WHAT YOU NEED TO DO >> The entire listing is to be repeated verbatim.
====== DATA SECTION ======
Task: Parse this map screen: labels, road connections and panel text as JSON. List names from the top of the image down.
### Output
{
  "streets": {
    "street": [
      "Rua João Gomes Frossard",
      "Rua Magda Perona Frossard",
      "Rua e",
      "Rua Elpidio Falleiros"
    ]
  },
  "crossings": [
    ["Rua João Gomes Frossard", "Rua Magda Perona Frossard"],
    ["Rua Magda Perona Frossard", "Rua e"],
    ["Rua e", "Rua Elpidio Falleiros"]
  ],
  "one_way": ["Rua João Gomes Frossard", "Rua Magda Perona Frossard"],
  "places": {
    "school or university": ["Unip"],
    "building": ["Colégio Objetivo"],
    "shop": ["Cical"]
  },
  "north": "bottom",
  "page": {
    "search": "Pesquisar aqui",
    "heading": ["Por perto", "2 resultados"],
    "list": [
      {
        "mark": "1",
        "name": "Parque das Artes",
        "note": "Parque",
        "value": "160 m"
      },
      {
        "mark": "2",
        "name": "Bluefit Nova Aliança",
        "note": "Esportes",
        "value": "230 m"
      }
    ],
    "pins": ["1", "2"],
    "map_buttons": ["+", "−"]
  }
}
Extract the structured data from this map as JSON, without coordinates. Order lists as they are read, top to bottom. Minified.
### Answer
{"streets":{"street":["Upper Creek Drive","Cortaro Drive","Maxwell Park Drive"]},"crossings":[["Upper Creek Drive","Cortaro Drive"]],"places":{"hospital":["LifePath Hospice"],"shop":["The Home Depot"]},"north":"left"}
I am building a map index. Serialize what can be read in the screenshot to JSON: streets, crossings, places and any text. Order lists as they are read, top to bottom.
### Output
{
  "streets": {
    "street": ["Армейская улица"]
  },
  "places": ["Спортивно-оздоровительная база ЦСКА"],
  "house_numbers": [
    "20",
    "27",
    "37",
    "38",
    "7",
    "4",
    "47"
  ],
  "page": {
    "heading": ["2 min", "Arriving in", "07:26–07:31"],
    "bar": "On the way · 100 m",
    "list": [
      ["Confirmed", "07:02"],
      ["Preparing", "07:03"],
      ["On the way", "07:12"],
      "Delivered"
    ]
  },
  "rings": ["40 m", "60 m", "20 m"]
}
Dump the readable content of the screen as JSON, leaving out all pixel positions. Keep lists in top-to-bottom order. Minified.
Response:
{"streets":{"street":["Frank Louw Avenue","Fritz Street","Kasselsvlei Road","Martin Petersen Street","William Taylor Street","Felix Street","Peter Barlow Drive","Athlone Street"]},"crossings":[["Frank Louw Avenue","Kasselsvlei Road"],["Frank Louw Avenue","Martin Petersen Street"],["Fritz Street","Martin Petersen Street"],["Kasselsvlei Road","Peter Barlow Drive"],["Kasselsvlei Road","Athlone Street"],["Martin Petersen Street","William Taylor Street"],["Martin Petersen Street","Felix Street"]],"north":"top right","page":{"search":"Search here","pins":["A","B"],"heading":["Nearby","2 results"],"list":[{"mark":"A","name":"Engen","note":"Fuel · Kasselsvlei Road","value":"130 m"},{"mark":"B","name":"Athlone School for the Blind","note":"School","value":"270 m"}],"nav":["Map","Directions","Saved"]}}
======
PROBLEM SOLUTION >>
Task: Parse this map screen: labels, road connections and panel text as JSON. List names from the top of the image down.
### Output
{
  "streets": {
    "street": [
      "Rua João Gomes Frossard",
      "Rua Magda Perona Frossard",
      "Rua e",
      "Rua Elpidio Falleiros"
    ]
  },
  "crossings": [
    ["Rua João Gomes Frossard", "Rua Magda Perona Frossard"],
    ["Rua Magda Perona Frossard", "Rua e"],
    ["Rua e", "Rua Elpidio Falleiros"]
  ],
  "one_way": ["Rua João Gomes Frossard", "Rua Magda Perona Frossard"],
  "places": {
    "school or university": ["Unip"],
    "building": ["Colégio Objetivo"],
    "shop": ["Cical"]
  },
  "north": "bottom",
  "page": {
    "search": "Pesquisar aqui",
    "heading": ["Por perto", "2 resultados"],
    "list": [
      {
        "mark": "1",
        "name": "Parque das Artes",
        "note": "Parque",
        "value": "160 m"
      },
      {
        "mark": "2",
        "name": "Bluefit Nova Aliança",
        "note": "Esportes",
        "value": "230 m"
      }
    ],
    "pins": ["1", "2"],
    "map_buttons": ["+", "−"]
  }
}
Extract the structured data from this map as JSON, without coordinates. Order lists as they are read, top to bottom. Minified.
### Answer
{"streets":{"street":["Upper Creek Drive","Cortaro Drive","Maxwell Park Drive"]},"crossings":[["Upper Creek Drive","Cortaro Drive"]],"places":{"hospital":["LifePath Hospice"],"shop":["The Home Depot"]},"north":"left"}
I am building a map index. Serialize what can be read in the screenshot to JSON: streets, crossings, places and any text. Order lists as they are read, top to bottom.
### Output
{
  "streets": {
    "street": ["Армейская улица"]
  },
  "places": ["Спортивно-оздоровительная база ЦСКА"],
  "house_numbers": [
    "20",
    "27",
    "37",
    "38",
    "7",
    "4",
    "47"
  ],
  "page": {
    "heading": ["2 min", "Arriving in", "07:26–07:31"],
    "bar": "On the way · 100 m",
    "list": [
      ["Confirmed", "07:02"],
      ["Preparing", "07:03"],
      ["On the way", "07:12"],
      "Delivered"
    ]
  },
  "rings": ["40 m", "60 m", "20 m"]
}
Dump the readable content of the screen as JSON, leaving out all pixel positions. Keep lists in top-to-bottom order. Minified.
Response:
{"streets":{"street":["Frank Louw Avenue","Fritz Street","Kasselsvlei Road","Martin Petersen Street","William Taylor Street","Felix Street","Peter Barlow Drive","Athlone Street"]},"crossings":[["Frank Louw Avenue","Kasselsvlei Road"],["Frank Louw Avenue","Martin Petersen Street"],["Fritz Street","Martin Petersen Street"],["Kasselsvlei Road","Peter Barlow Drive"],["Kasselsvlei Road","Athlone Street"],["Martin Petersen Street","William Taylor Street"],["Martin Petersen Street","Felix Street"]],"north":"top right","page":{"search":"Search here","pins":["A","B"],"heading":["Nearby","2 results"],"list":[{"mark":"A","name":"Engen","note":"Fuel · Kasselsvlei Road","value":"130 m"},{"mark":"B","name":"Athlone School for the Blind","note":"School","value":"270 m"}],"nav":["Map","Directions","Saved"]}}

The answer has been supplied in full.